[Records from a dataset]
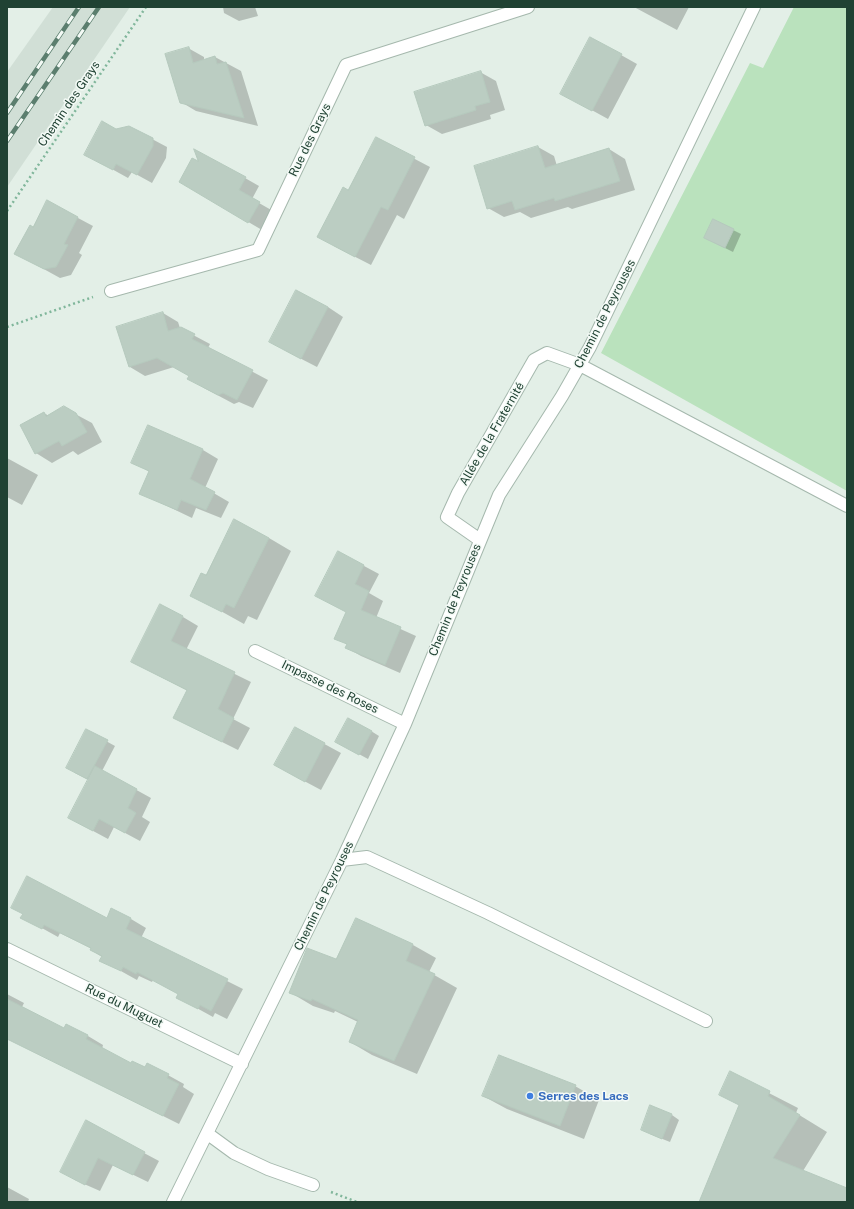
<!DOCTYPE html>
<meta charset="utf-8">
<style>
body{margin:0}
#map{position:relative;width:854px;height:1209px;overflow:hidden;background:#e3efe7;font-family:"Public Sans",sans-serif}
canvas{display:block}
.frame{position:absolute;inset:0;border:8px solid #204233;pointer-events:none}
</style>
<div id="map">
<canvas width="854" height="1209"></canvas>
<div class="frame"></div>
</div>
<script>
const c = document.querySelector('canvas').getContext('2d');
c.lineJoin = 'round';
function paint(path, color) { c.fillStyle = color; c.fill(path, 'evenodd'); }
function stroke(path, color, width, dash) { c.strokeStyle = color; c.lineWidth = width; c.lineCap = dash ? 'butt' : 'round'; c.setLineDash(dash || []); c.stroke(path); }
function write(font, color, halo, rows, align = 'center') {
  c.font = font + ' "Public Sans",sans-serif'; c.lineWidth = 3; c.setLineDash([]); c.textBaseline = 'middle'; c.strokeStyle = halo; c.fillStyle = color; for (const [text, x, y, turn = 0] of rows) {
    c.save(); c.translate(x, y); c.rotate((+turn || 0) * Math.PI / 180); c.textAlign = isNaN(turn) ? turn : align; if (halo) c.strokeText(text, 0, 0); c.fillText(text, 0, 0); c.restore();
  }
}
paint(new Path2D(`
 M53,7h77l-123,180v-115z`), '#d1dfd6');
paint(new Path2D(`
 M794,7h53v484l-246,-138 149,-290 13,5z`), '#bae2bd');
paint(new Path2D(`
 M223,7h32l3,9 -19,5 -15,-8z
 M634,7h55l-12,23z
 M188,48l16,9v3l11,-3 26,14 17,55 -62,-15 -15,-9z
 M621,55l16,9 -29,55 -31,-17z
 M480,72l16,9 9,29 -15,5 1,4 -49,15 -16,-9z
 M116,130l36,9 15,8 -1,11 -14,25 -20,-11 -4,6 -27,-15z
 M377,139l53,28 -26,52 -7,-4 -26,50 -37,-19 15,-55z
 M538,147l16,9 3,10 52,-17 16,10 10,31 -63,19 -4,-2 -37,11 -11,-6 -16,5 -16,-9z
 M245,178l14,8 -7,13 21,12 -11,19 -82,-48z
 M48,202l45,24 -14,27 3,2 -11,20 -11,3 -29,-16 3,-34z
 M733,230l8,4 -8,18 -20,-10z
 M328,307l15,10 -26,50 -31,-16z
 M163,313l15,9 2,6 30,16 -2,4 60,32 -15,28 -14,-6 -5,2 -30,-16 -14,-12 -16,-9 -29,9 -15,-9z
 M64,408l28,15 10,19 -24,13 -5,-4 -21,12 -16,-10 8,-40 5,3z
 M148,426l55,24 15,9 -13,29 24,14 -8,16 -25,-10 -4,10 -52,-25 10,-21 -18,-10z
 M7,458l31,17 -16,30 -15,-8z
 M269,538l22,13 -34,69 -9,-4 -4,8 -52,-29 14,-19z
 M338,552l41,22 -10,19 14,8 -7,17 40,18 -16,37 -39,-17 -14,-8 1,-3 -12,-7 11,-26z
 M183,617l15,9 -12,24 65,32 -18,37 17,9 -12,22 -64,-32 14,-27 -56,-29z
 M295,728l46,25 -20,37 -30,-16z
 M86,730l29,16 -13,25 49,27 -9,19 8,5 -10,19 -26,-14 -6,12 -39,-21 20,-38 -14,-7z
 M371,731l8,5 -11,23 -24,-13z
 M22,917l109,2 15,9 -5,10 102,51 -16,30 -12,-6 -2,4 -20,-11 -14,-12 -26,-14 -1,2 -13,-6 -2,4 -36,-20 1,-3 -11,-7 1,-1 -32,-16 -2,4z
 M357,919l56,26 23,13 -7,14 28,16 -40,86 -45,-19 -22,-13 8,-20 -23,-11 -1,2 -21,-7 -22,-13 46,-33z
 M7,994l17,9 -2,4 43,23 2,-4 21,10 15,9 -1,4 30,15 14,4 2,-4 36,20 -1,3 11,7 -15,30 -172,-86z
 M730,1073l68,35 -2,5 31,19 -24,39 44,19v12h-147l40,-96z
 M575,1086l24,14 -15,39 -77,-30 -24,-13z
 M672,1115l7,5 -9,22 -20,-8z
 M86,1122l73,39 -11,21 -35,-17 -13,26 -25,-11z
 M7,1187l22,12 -1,3h-21z`), '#0003');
const building = new Path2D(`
 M590,37l32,17 -30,57 -32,-17z
 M189,47l4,16 22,-7 2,8 9,-2 18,56 -64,-15 -15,-49z
 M481,71l9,31 -15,4 1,4 -51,16 -11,-34z
 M102,121l14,8 13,-3 24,12v8l-16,29 -21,-11 -3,6 -29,-15z
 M376,137l39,20 -27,53 -7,-3 -26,50 -38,-20 26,-50 5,3z
 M538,146l7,22 64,-20 11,33 -65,20 -1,-3 -39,12 -3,-9 -25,8 -13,-43z
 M194,149l52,28 -7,13 21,12 -12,21 -69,-41 13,-24 6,3z
 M47,200l31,17 -14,27 4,1 -12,22 -12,2 -30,-15 16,-29 3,2z
 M713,219l21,10 -9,19 -21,-10z
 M296,290l32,17 -27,52 -32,-17z
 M163,312l5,19 13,-4 14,7 -3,5 61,31 -16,30 -14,-7 -5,2 -31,-16 2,-3 -32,-18 -28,9 -13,-40z
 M64,406l12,7 11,19 -25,14 -3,-5 -24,13 -15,-29 24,-13 2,4z
 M148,425l55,24 -13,30 25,13 -9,18 -25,-10 -4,10 -38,-16 10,-23 -18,-8z
 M234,519l35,19 -35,70 -8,-4 -4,8 -32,-16 11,-23 5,2z
 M338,551l26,14 -9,19 14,7 -8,19 40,17 -16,38 -40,-17 2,-4 -13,-5 12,-27 -31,-16z
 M160,604l23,12 -12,25 64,31 -17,37 16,9 -12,24 -49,-24 14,-28 -56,-28z
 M348,718l24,13 -13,24 -24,-13z
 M295,727l30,16 -20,39 -31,-17z
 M86,729l22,11 -21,39 -21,-11z
 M95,766l42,23 -9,19 8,5 -11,20 -26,-14 -6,12 -25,-13z
 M27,876l80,42 4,-10 20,10 -5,11 102,50 -17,32 -11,-6 -2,4 -22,-11 2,-4 -41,-22 -1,2 -13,-7 -2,4 -22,-10 3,-5 -12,-6 1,-2 -47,-23 -2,4 -22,-11 3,-4 -12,-6z
 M356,918l57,26 -7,17 29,13 -41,87 -45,-19 9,-22 -46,-21 -1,2 -22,-8 18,-45 29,11z
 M7,999l57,29 2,-4 22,11 -2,4 45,24 1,-2 13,6 2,-4 22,11 -2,4 12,6 -16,32 -156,-77z
 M499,1055l77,30 -16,41 -78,-30z
 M730,1071l40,20 -2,5 32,19 -27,43 74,30v14h-148l40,-97 -20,-10z
 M650,1105l22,9 -10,25 -21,-9z
 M86,1120l59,32 -12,23 -35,-17 -13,27 -25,-13z`);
paint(building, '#bbcdc2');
stroke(building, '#b5c9bd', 1);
const minor = new Path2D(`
 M111,291l147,-41 88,-185 182,-58
 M480,540l-33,-23 11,-24 76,-133 13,-7 33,12 267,141
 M255,651l150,73
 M342,860l25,-3 121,56 218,108
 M7,949l235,115
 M208,1134l26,19 34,16 45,16
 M173,1202l169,-342 63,-136 94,-229 63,-99 28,-49 164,-340`);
stroke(minor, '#a5b8ad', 14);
stroke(new Path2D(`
 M7,211l139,-204
 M7,327l86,-30
 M331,1192l26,10`), '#80b69b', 2.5, [2, 3]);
stroke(minor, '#fff', 12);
const rail = new Path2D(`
 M7,113l72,-106
 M7,141l92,-134`);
stroke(rail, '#5b7e6e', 4.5);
stroke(rail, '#f4faf6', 3, [9]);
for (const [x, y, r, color] of [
 [530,1096,4,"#3f7fe0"]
]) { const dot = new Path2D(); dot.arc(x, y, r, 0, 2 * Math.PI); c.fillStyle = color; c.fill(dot); stroke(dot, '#f4faf6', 1.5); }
write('12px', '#204233', '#f4faf6', [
 ["Chemin des Grays",69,104,-56],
 ["Rue des Grays",310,140,-64],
 ["Chemin de Peyrouses",605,314,-63],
 ["Allée de la Fraternité",492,434,-60],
 ["Chemin de Peyrouses",455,600,-68],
 ["Impasse des Roses",330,687,26],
 ["Chemin de Peyrouses",324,896,-64],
 ["Rue du Muguet",124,1006,26]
]);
write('bold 12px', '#366cbe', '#f4faf6', [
 ["Serres des Lacs",538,1096]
], 'left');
</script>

▶ _Directions_:
Your task is to restate, word for word, each line from the one that includes "for (const [x, y, r, color]" to the end of the records, with both ends included and nothing else.

▶ _Solution_:
for (const [x, y, r, color] of [
 [530,1096,4,"#3f7fe0"]
]) { const dot = new Path2D(); dot.arc(x, y, r, 0, 2 * Math.PI); c.fillStyle = color; c.fill(dot); stroke(dot, '#f4faf6', 1.5); }
write('12px', '#204233', '#f4faf6', [
 ["Chemin des Grays",69,104,-56],
 ["Rue des Grays",310,140,-64],
 ["Chemin de Peyrouses",605,314,-63],
 ["Allée de la Fraternité",492,434,-60],
 ["Chemin de Peyrouses",455,600,-68],
 ["Impasse des Roses",330,687,26],
 ["Chemin de Peyrouses",324,896,-64],
 ["Rue du Muguet",124,1006,26]
]);
write('bold 12px', '#366cbe', '#f4faf6', [
 ["Serres des Lacs",538,1096]
], 'left');
</script>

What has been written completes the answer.